BEGIN RECORDS FOR THIS TASK
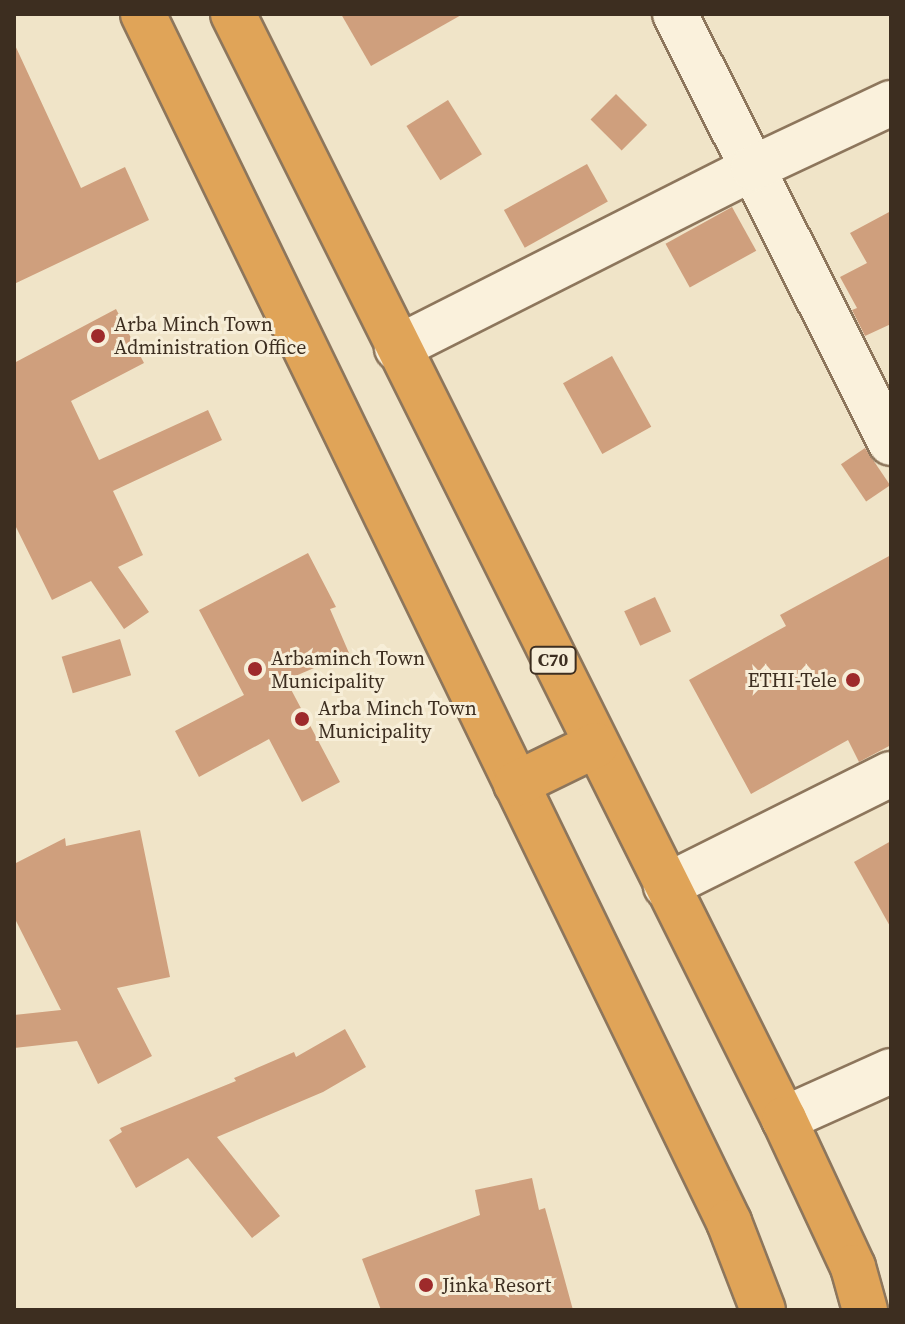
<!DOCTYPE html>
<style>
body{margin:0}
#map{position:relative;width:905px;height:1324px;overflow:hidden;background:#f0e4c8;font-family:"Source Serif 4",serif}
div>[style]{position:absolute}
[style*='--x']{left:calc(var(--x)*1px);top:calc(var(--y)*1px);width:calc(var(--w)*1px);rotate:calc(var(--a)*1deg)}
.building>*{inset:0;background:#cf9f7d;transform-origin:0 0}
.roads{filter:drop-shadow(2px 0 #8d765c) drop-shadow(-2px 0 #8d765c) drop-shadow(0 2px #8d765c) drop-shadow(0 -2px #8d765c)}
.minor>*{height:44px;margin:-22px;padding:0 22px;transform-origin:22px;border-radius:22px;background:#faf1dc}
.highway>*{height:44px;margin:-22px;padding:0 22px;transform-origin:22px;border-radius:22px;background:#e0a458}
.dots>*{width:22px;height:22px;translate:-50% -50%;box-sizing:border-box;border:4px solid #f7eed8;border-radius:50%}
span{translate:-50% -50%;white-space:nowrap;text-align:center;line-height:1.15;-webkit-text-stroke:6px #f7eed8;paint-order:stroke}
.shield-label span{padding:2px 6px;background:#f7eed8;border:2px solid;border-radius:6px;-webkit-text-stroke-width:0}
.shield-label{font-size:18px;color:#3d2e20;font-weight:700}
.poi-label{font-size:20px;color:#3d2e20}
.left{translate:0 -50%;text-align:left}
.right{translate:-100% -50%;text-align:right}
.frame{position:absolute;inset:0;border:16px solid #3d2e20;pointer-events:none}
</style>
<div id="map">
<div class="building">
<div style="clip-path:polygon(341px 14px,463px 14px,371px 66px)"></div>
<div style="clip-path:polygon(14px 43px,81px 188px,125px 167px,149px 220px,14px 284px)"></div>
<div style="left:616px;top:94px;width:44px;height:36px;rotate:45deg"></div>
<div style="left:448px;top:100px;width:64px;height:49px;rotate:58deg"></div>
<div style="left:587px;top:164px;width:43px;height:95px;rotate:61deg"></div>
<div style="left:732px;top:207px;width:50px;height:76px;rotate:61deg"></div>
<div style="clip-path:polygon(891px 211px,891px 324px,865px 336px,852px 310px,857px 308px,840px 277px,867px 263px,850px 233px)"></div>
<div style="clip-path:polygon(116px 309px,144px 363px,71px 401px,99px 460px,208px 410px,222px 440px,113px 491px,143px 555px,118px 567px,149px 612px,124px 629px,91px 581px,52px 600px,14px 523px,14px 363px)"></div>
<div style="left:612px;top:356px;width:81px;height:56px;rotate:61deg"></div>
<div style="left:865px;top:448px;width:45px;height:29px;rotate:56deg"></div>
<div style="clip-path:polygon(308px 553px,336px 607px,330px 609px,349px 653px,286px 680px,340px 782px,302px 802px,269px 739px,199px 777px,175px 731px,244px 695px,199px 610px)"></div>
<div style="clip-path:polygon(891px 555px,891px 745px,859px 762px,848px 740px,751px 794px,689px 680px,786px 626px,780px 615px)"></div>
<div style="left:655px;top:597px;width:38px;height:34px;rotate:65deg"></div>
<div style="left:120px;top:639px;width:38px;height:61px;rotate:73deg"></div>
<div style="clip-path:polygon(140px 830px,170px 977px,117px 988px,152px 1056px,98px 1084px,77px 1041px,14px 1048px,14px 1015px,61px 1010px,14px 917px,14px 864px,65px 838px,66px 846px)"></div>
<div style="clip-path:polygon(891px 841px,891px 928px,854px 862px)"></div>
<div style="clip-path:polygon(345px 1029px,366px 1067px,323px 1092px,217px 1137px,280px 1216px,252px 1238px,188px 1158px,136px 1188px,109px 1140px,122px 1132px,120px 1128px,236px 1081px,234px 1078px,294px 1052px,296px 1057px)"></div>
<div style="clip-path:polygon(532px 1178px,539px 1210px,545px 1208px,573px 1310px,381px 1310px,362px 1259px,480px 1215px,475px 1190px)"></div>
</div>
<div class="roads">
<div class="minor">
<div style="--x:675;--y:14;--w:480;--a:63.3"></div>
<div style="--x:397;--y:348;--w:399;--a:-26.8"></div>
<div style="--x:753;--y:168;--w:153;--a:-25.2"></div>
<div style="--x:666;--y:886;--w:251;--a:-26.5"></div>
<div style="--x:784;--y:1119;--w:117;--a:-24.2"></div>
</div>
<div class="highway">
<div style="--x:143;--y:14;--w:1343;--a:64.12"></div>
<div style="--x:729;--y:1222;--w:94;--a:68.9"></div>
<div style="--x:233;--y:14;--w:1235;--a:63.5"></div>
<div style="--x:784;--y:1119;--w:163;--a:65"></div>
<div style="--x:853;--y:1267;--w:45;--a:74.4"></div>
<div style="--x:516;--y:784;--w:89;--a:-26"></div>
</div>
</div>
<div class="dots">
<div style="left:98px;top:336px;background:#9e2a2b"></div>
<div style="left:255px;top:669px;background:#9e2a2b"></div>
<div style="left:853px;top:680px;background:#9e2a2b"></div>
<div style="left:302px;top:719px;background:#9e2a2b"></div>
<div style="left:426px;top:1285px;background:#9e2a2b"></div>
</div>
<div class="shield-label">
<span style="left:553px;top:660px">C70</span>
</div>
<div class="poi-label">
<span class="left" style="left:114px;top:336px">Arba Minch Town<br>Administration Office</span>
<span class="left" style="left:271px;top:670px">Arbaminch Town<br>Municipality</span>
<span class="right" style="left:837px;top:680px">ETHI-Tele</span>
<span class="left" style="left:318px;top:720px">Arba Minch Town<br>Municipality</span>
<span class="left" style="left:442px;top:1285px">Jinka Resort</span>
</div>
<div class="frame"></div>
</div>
END RECORDS FOR THIS TASK
YOUR GOAL
Go through the material and report each line that holds the string "color".

RESPONSE FOR THIS EXERCISE
.shield-label{font-size:18px;color:#3d2e20;font-weight:700}
.poi-label{font-size:20px;color:#3d2e20}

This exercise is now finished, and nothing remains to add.